Read Cowboys and Indies: The Epic History of the Record Industry Online
Authors: Gareth Murphy
Times were hard. As the biggest-selling albums of 1980 illustrated, in the postdisco recession, the embattled majors were reverting to the hard currency of adult-oriented rock. Despite shrinking profits, CBS in particular was on a lucky roll thanks to smash hits such as
The Wall
by Pink Floyd,
The River
by Bruce Springsteen, and
Glass Houses
by Billy Joel. Now five years at the helm, Walter Yetnikoff was coming into his own.
It was common knowledge inside CBS’s “Black Rock” tower that Yetnikoff never arrived at work before eleven o’clock. When he did arrive, he was already coked up and smelling of vodka. Since he’d left his wife and sons for twenty-four-hour show biz action, Yetnikoff’s natural habitat was a nocturnal office visited by lawyers, sycophants, and party girls who, according to one old friend, “revealed Walter’s low opinion of himself.”

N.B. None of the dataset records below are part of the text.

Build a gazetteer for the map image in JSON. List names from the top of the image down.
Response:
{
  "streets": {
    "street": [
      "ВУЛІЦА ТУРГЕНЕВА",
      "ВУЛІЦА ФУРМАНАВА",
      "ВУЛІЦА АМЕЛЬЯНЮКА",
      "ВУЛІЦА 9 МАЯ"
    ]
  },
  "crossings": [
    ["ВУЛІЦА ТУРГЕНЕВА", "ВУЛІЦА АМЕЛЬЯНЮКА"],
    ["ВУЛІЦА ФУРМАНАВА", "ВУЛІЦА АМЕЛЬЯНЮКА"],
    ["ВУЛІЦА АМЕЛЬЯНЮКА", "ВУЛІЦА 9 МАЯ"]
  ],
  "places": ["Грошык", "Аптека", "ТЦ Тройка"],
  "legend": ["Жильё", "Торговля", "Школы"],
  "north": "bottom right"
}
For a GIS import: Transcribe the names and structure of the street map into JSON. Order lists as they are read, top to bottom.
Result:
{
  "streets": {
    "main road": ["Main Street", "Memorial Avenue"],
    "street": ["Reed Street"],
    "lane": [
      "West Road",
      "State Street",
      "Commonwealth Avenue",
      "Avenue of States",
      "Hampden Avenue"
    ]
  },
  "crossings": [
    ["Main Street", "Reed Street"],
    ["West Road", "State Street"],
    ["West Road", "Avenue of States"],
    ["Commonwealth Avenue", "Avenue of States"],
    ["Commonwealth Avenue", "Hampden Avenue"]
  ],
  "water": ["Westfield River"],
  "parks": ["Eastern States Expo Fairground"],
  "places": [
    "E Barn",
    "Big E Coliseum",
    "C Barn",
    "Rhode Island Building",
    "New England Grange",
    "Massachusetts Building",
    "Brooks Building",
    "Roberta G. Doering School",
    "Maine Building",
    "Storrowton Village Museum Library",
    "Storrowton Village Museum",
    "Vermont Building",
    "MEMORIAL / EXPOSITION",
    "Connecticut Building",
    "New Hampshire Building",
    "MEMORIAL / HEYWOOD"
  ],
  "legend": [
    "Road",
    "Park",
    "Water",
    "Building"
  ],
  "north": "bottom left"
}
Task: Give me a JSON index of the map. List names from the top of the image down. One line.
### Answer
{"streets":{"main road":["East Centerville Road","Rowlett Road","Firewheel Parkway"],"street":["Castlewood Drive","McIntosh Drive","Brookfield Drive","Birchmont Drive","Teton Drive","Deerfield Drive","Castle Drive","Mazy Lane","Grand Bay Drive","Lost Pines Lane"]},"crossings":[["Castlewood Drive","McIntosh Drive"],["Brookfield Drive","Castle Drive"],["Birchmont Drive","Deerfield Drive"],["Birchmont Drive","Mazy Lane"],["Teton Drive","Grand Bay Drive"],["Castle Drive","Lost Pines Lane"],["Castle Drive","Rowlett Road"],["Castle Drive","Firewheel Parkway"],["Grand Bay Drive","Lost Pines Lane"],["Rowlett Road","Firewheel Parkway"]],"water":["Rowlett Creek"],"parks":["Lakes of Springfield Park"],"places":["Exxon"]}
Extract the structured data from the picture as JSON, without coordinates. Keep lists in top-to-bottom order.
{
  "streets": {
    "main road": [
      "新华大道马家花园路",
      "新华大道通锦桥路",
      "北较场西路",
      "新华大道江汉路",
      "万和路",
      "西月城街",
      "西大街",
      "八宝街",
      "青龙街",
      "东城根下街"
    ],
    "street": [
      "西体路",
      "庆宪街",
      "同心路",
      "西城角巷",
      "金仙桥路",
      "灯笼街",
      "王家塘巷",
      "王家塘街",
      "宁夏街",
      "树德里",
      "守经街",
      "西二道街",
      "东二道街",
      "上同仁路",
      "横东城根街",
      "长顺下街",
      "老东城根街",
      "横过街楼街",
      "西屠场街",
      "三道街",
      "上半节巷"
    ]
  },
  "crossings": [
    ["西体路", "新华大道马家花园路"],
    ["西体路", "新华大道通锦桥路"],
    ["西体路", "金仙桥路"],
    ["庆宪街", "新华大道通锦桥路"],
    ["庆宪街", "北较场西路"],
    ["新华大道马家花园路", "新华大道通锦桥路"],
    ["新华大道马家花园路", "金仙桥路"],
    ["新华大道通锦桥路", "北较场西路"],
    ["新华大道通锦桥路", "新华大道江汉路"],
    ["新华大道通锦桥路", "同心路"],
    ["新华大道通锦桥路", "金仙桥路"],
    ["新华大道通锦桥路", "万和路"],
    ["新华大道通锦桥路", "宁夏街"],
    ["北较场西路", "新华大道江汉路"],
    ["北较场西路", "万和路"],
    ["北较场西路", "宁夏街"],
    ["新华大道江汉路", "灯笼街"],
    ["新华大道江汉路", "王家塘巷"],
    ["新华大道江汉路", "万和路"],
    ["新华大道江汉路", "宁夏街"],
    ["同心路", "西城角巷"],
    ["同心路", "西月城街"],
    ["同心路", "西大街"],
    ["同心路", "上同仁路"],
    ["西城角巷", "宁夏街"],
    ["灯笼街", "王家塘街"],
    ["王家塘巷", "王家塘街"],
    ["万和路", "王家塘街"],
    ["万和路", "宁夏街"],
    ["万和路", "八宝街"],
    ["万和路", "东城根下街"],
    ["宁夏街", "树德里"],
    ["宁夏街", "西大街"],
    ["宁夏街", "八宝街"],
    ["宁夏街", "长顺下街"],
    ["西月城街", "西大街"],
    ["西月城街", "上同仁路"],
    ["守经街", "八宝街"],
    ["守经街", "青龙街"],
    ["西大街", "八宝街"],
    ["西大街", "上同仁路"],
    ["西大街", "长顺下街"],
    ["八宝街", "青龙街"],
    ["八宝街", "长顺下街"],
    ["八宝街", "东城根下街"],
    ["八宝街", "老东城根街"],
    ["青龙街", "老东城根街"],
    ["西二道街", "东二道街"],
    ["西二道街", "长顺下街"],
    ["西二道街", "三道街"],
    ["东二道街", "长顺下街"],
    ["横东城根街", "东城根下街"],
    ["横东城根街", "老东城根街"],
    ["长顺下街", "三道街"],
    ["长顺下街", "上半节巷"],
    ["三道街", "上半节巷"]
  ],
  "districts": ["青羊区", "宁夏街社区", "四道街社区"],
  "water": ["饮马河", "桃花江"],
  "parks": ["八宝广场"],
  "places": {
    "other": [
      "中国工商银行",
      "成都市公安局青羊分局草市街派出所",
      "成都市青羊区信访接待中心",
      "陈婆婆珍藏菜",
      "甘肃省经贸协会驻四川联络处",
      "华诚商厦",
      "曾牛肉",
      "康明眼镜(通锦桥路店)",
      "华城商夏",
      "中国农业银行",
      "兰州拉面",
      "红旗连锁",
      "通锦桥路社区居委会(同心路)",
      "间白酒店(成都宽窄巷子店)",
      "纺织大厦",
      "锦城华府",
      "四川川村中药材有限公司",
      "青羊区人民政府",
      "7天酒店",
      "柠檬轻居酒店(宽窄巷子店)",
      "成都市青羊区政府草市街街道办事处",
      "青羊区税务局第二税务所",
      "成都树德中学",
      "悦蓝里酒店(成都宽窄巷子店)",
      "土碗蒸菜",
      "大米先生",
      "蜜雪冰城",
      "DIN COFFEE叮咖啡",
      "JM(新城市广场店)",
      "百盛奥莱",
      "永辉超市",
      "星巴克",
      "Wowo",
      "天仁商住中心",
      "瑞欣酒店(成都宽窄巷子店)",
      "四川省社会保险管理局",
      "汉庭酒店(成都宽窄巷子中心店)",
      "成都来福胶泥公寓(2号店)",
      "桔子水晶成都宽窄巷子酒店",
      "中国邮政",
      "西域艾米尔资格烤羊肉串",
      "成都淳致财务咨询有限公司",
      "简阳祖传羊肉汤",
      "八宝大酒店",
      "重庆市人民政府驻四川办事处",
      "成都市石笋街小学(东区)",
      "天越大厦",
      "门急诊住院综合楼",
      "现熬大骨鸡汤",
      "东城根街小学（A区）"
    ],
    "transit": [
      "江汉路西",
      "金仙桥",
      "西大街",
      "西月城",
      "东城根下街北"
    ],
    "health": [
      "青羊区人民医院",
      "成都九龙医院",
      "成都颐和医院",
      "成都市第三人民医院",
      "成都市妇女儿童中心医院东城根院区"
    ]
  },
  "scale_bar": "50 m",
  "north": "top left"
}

Although he wasn’t really a record man, Yetnikoff had earned a reputation as a formidable power broker and, underneath his blustery persona, a strangely endearing character whose sense of humor made up for any artistic deficit. Considering he’d endured regular beatings from his father, Yetnikoff’s rise from Brooklyn boy to Manhattan mogul had been a remarkable tale of resilience. Maybe because he didn’t take himself
that
seriously, yet possessed the tactical and legal instincts to play the game fast and hard, his boozy dictatorship, warts and all, lived long and prospered.
Not everyone
got
him, though. In the sober corridors of CBS Inc., the new, eager-to-please corporate president, John Backe, couldn’t really understand how this foulmouthed specimen had gotten where he was. Fresh into his new functions and anxious to impress Bill Paley, Backe believed the record division needed a self-disciplined technocrat to change what appeared to be a culture of overspending.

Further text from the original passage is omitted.